New personnel would replace St. Paul police in high schools
By Casey Ek
The Saint Paul Public Schools’ Office of Security and Emergency Management is finalizing plans for replacing the school resource officers (SROs) in the district’s seven high schools and will present them at the Saint Paul School Board’s meeting on August 18.
The School Board tasked the office and its director Laura Olson with implementing School Climate and Safety Groups in the high schools in lieu of the SROs, which were Saint Paul police officers. The groups are to report to a School Climate and Safety Implementation Committee made up of school and district administrators, staff bargaining units, high school students and up to two School Board members.
Saint Paul School Board member Steve Marchese said that while many may view the board’s decision as pandering, it was a long time coming. “Concerns about the SRO program have been expressed for years,” he said. “I hope that people see this as an opportunity. We have the opportunity to do some exciting work.”
The presence of SROs in the high schools came under increased scrutiny after the May 25 killing of George Floyd while in the custody of Minneapolis police. The Minneapolis School Board voted to remove school resource officers from its buildings on June 2. The Saint Paul School Board followed suit on June 23, voting 5-1 not to renew its contract with the SROs.
Rashad Turner, executive director of the Minnesota Parent Union, said, “we’re ecstatic to see the SROs gone, but we need to make sure as a community that the solution for replacing them isn’t just putting lipstick on a pig. It seems to be sort of placating or even pandering to communities of color while we’re going through what some would describe as the greatest uprising since the civil rights movement.”
Saint Paul School Board member Steve Marchese said that while many may view the board’s decision as pandering, it was a long time coming. “Concerns about the SRO program have been expressed for years,” he said. “I hope that people see this as an opportunity. We have the opportunity to do some exciting work.”
The School Board’s decision ran counter to the wishes of the district’s seven high school principals, all of whom support keeping the SROs. Data collected last fall from the Saint Paul school district showed that 96 percent of high school juniors agreed or strongly agreed that having SROs in the schools was a good idea. Statewide, 94 percent of juniors felt it was a good idea.

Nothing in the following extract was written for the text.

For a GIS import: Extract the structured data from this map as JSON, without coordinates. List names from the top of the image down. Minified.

School Board member John Brodrick referenced that survey when he voted against cutting ties with SROs. He declined to elaborate on that decision, saying he preferred to let his vote speak for itself. But others have been more vocal in their support of the SROs.

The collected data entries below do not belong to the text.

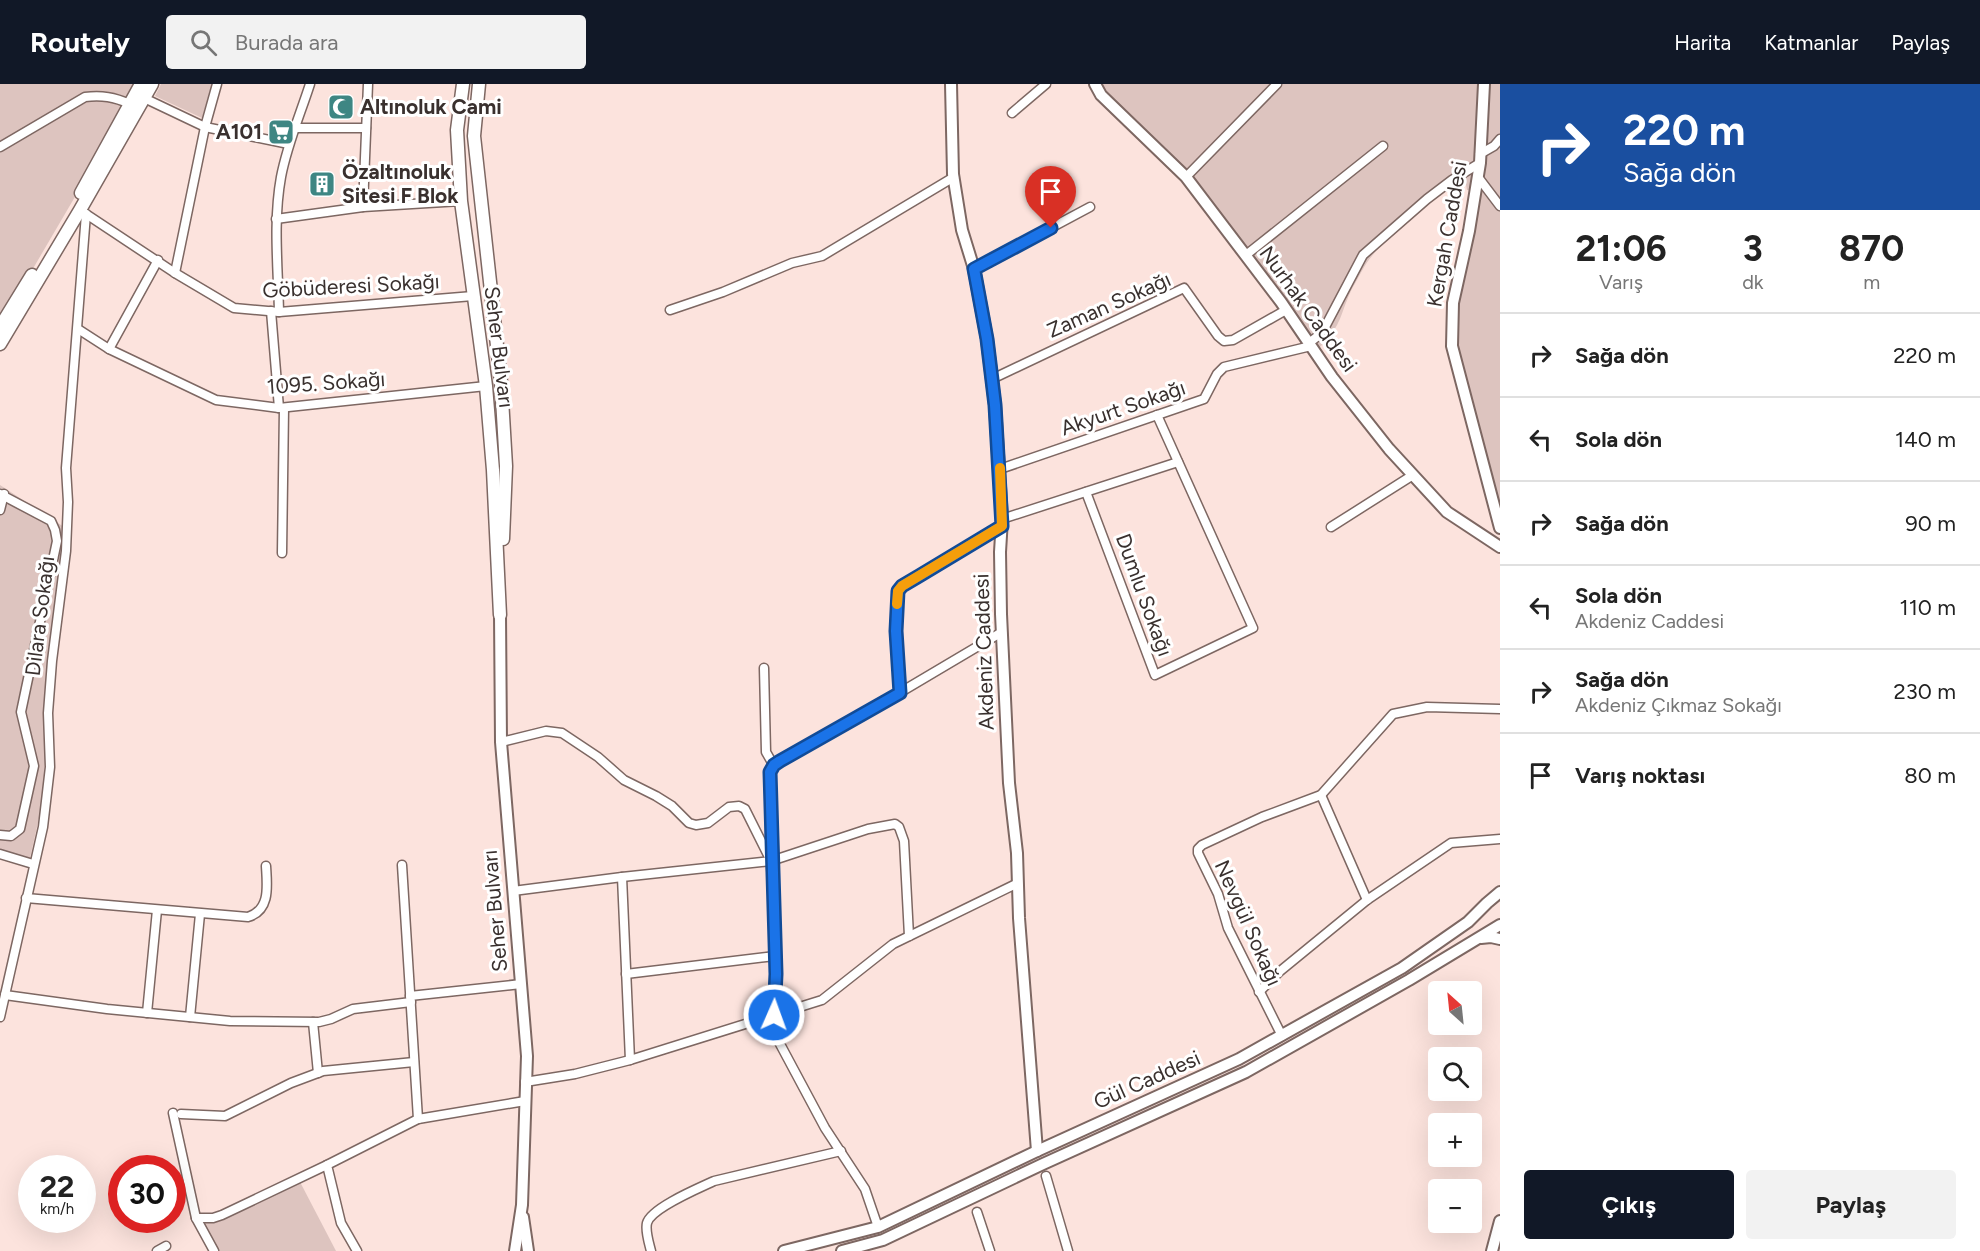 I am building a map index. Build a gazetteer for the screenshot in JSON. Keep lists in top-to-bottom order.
{
  "streets": {
    "main road": ["Seher Bulvarı"],
    "street": [
      "Kergah Caddesi",
      "Göbüderesi Sokağı",
      "Zaman Sokağı",
      "Nurhak Caddesi",
      "1095. Sokağı",
      "Akyurt Sokağı",
      "Dumlu Sokağı",
      "Dilara Sokağı",
      "Akdeniz Caddesi",
      "Nevgül Sokağı",
      "Gül Caddesi"
    ]
  },
  "crossings": [
    ["Göbüderesi Sokağı", "Seher Bulvarı"],
    ["Göbüderesi Sokağı", "Dilara Sokağı"],
    ["Zaman Sokağı", "Nurhak Caddesi"],
    ["Zaman Sokağı", "Akdeniz Caddesi"],
    ["Nurhak Caddesi", "Akyurt Sokağı"],
    ["Seher Bulvarı", "1095. Sokağı"],
    ["1095. Sokağı", "Dilara Sokağı"],
    ["Akyurt Sokağı", "Dumlu Sokağı"],
    ["Akyurt Sokağı", "Akdeniz Caddesi"],
    ["Akdeniz Caddesi", "Gül Caddesi"],
    ["Nevgül Sokağı", "Gül Caddesi"]
  ],
  "places": {
    "mosque": ["Altınoluk Cami"],
    "supermarket": ["A101"],
    "building": ["Özaltınoluk Sitesi F Blok"]
  },
  "north": "top left",
  "page": {
    "header": "Routely",
    "search": "Burada ara",
    "nav": ["Harita", "Katmanlar", "Paylaş"],
    "turn": ["220 m", "Sağa dön"],
    "eta": [
      "21:06",
      "Varış",
      "3",
      "dk",
      "870",
      "m"
    ],
    "list": [
      {
        "name": "Sağa dön",
        "value": "220 m"
      },
      {
        "name": "Sola dön",
        "value": "140 m"
      },
      {
        "name": "Sağa dön",
        "value": "90 m"
      },
      {
        "name": "Sola dön",
        "note": "Akdeniz Caddesi",
        "value": "110 m"
      },
      {
        "name": "Sağa dön",
        "note": "Akdeniz Çıkmaz Sokağı",
        "value": "230 m"
      },
      {
        "name": "Varış noktası",
        "value": "80 m"
      }
    ],
    "map_buttons": ["+", "−"],
    "speed": "22 km/h",
    "limit": "30",
    "buttons": ["Çıkış", "Paylaş"]
  }
}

In an email to the School Board, Tyrone Terrill, president of the African American Leadership Council, said the board would have “blood” on its hands if a student or teacher is injured or killed in the absence of an SRO. “Once again, the Saint Paul Public Schools has made it clear that it does not care about Black families,” Terrill stated. “It is our Black children who are failing in all of your schools. If you were as dedicated to getting rid of poor performing superintendents, principals and teachers, who year after year fail to educate our Black children, as you were to getting rid of SROs, our Black children might have a chance to at least get a marginal education.”
Terrill was not alone. On July 9, the Saint Paul Pioneer Press published a letter from Aaron Anthony Benner and Roy Magnuson, both of whom taught in the district for over 15 years, expressing their dissatisfaction with the School Board’s decision, citing safety and equity as major concerns.

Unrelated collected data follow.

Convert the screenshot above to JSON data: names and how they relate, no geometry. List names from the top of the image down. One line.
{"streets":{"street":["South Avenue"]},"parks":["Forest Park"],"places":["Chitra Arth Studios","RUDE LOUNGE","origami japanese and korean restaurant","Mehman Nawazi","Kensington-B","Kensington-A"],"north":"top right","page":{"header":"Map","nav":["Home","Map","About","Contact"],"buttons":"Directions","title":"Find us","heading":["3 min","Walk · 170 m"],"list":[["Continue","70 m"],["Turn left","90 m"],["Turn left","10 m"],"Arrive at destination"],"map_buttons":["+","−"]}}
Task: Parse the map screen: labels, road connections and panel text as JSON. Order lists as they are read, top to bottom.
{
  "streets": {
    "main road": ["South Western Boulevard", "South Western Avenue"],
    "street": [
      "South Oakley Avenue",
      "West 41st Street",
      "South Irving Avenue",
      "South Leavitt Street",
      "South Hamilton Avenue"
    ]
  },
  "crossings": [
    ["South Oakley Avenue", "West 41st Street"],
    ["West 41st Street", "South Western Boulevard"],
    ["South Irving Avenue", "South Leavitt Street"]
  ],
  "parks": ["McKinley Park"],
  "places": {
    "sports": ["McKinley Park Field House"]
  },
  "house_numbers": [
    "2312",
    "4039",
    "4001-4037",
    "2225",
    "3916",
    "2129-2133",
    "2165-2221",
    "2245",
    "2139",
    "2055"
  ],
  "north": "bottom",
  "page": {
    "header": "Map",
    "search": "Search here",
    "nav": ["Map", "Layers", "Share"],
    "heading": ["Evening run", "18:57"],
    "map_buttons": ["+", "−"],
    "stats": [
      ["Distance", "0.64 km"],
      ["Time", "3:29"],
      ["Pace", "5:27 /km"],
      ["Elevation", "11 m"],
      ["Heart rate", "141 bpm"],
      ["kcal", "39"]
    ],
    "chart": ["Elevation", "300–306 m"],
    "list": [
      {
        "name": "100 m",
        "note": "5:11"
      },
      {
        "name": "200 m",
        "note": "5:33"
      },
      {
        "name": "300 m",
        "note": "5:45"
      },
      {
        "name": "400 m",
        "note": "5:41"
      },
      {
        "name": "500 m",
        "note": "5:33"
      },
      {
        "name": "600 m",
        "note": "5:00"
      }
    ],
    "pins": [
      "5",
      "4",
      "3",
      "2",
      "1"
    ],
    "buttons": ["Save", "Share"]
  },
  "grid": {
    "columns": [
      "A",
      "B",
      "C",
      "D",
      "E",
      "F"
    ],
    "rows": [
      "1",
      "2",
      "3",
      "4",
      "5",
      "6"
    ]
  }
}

Marchese criticized the student survey on SROs as not pulling from a wide enough group of students. He said his motion to cut the school district’s ties with SROs was shaped with the district’s racial equity policy in mind. He said the resistance to removing SROs is largely due to the lack of a known alternative.
According to Turner, the high school principals’ support of SROs demonstrates a “lack of creativity. Those principals need to check their biases and focus on putting together a school community where the students want to be there. I think it’s easy to get caught up in having low expectations for students and children.”
School safety and replacing SROs are not mutually exclusive, said Turner, who attended Highland Park High School. He believes a community-based in-school mentorship program could ensure students’ safety by preventing incidents before they happen.
“Cops aren’t stopping anything that relationships couldn’t prevent,” Turner said. “(Relationship-based mentorships) can create a school environment that’s conducive to students reaching their full potential. It creates a more loving environment.”